= Saved data entries =
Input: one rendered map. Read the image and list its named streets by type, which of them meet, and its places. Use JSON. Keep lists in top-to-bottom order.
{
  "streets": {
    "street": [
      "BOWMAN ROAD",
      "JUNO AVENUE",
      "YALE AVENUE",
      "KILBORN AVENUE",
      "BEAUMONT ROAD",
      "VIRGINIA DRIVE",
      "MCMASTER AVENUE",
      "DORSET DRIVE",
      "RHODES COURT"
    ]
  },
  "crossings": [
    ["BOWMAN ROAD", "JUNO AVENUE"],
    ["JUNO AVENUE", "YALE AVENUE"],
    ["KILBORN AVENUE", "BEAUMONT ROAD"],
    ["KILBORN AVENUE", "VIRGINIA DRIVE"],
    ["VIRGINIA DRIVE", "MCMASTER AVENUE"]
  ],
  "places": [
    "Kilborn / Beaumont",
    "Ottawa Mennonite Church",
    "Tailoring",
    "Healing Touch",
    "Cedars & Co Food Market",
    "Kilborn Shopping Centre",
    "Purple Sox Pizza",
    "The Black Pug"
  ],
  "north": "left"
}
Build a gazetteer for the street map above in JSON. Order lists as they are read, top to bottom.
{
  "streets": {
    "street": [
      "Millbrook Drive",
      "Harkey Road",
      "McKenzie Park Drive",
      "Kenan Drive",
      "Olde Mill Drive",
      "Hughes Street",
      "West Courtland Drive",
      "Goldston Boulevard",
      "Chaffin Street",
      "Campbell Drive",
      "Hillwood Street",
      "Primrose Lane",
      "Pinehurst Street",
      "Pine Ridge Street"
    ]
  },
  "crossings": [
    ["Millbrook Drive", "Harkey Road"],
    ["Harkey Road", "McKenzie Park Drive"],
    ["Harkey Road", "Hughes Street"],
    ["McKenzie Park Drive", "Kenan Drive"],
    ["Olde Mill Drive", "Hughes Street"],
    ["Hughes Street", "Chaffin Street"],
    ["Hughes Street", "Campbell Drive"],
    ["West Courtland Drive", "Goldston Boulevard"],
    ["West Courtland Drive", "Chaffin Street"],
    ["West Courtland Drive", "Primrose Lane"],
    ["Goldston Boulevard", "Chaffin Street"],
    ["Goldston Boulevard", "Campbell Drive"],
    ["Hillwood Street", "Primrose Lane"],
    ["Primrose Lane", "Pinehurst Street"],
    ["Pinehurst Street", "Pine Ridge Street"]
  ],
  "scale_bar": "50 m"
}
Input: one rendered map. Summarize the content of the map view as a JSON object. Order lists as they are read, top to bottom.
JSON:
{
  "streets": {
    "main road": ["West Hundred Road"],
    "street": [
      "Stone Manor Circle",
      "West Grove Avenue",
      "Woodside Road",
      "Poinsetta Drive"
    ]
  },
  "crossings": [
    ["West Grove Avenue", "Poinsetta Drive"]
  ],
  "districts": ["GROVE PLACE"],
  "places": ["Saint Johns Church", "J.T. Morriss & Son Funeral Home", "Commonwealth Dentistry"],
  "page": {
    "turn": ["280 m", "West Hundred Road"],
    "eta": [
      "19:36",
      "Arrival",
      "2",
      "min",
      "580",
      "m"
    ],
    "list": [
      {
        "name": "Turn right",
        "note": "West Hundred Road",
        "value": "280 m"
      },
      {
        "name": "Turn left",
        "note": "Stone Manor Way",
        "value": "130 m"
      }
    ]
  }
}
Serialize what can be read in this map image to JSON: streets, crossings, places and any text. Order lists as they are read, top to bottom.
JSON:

= Required work =
Repeat each of the records exactly as written.

= Solution to the exercise =
Input: one rendered map. Read the image and list its named streets by type, which of them meet, and its places. Use JSON. Keep lists in top-to-bottom order.
{
  "streets": {
    "street": [
      "BOWMAN ROAD",
      "JUNO AVENUE",
      "YALE AVENUE",
      "KILBORN AVENUE",
      "BEAUMONT ROAD",
      "VIRGINIA DRIVE",
      "MCMASTER AVENUE",
      "DORSET DRIVE",
      "RHODES COURT"
    ]
  },
  "crossings": [
    ["BOWMAN ROAD", "JUNO AVENUE"],
    ["JUNO AVENUE", "YALE AVENUE"],
    ["KILBORN AVENUE", "BEAUMONT ROAD"],
    ["KILBORN AVENUE", "VIRGINIA DRIVE"],
    ["VIRGINIA DRIVE", "MCMASTER AVENUE"]
  ],
  "places": [
    "Kilborn / Beaumont",
    "Ottawa Mennonite Church",
    "Tailoring",
    "Healing Touch",
    "Cedars & Co Food Market",
    "Kilborn Shopping Centre",
    "Purple Sox Pizza",
    "The Black Pug"
  ],
  "north": "left"
}
Build a gazetteer for the street map above in JSON. Order lists as they are read, top to bottom.
{
  "streets": {
    "street": [
      "Millbrook Drive",
      "Harkey Road",
      "McKenzie Park Drive",
      "Kenan Drive",
      "Olde Mill Drive",
      "Hughes Street",
      "West Courtland Drive",
      "Goldston Boulevard",
      "Chaffin Street",
      "Campbell Drive",
      "Hillwood Street",
      "Primrose Lane",
      "Pinehurst Street",
      "Pine Ridge Street"
    ]
  },
  "crossings": [
    ["Millbrook Drive", "Harkey Road"],
    ["Harkey Road", "McKenzie Park Drive"],
    ["Harkey Road", "Hughes Street"],
    ["McKenzie Park Drive", "Kenan Drive"],
    ["Olde Mill Drive", "Hughes Street"],
    ["Hughes Street", "Chaffin Street"],
    ["Hughes Street", "Campbell Drive"],
    ["West Courtland Drive", "Goldston Boulevard"],
    ["West Courtland Drive", "Chaffin Street"],
    ["West Courtland Drive", "Primrose Lane"],
    ["Goldston Boulevard", "Chaffin Street"],
    ["Goldston Boulevard", "Campbell Drive"],
    ["Hillwood Street", "Primrose Lane"],
    ["Primrose Lane", "Pinehurst Street"],
    ["Pinehurst Street", "Pine Ridge Street"]
  ],
  "scale_bar": "50 m"
}
Input: one rendered map. Summarize the content of the map view as a JSON object. Order lists as they are read, top to bottom.
JSON:
{
  "streets": {
    "main road": ["West Hundred Road"],
    "street": [
      "Stone Manor Circle",
      "West Grove Avenue",
      "Woodside Road",
      "Poinsetta Drive"
    ]
  },
  "crossings": [
    ["West Grove Avenue", "Poinsetta Drive"]
  ],
  "districts": ["GROVE PLACE"],
  "places": ["Saint Johns Church", "J.T. Morriss & Son Funeral Home", "Commonwealth Dentistry"],
  "page": {
    "turn": ["280 m", "West Hundred Road"],
    "eta": [
      "19:36",
      "Arrival",
      "2",
      "min",
      "580",
      "m"
    ],
    "list": [
      {
        "name": "Turn right",
        "note": "West Hundred Road",
        "value": "280 m"
      },
      {
        "name": "Turn left",
        "note": "Stone Manor Way",
        "value": "130 m"
      }
    ]
  }
}
Serialize what can be read in this map image to JSON: streets, crossings, places and any text. Order lists as they are read, top to bottom.
JSON:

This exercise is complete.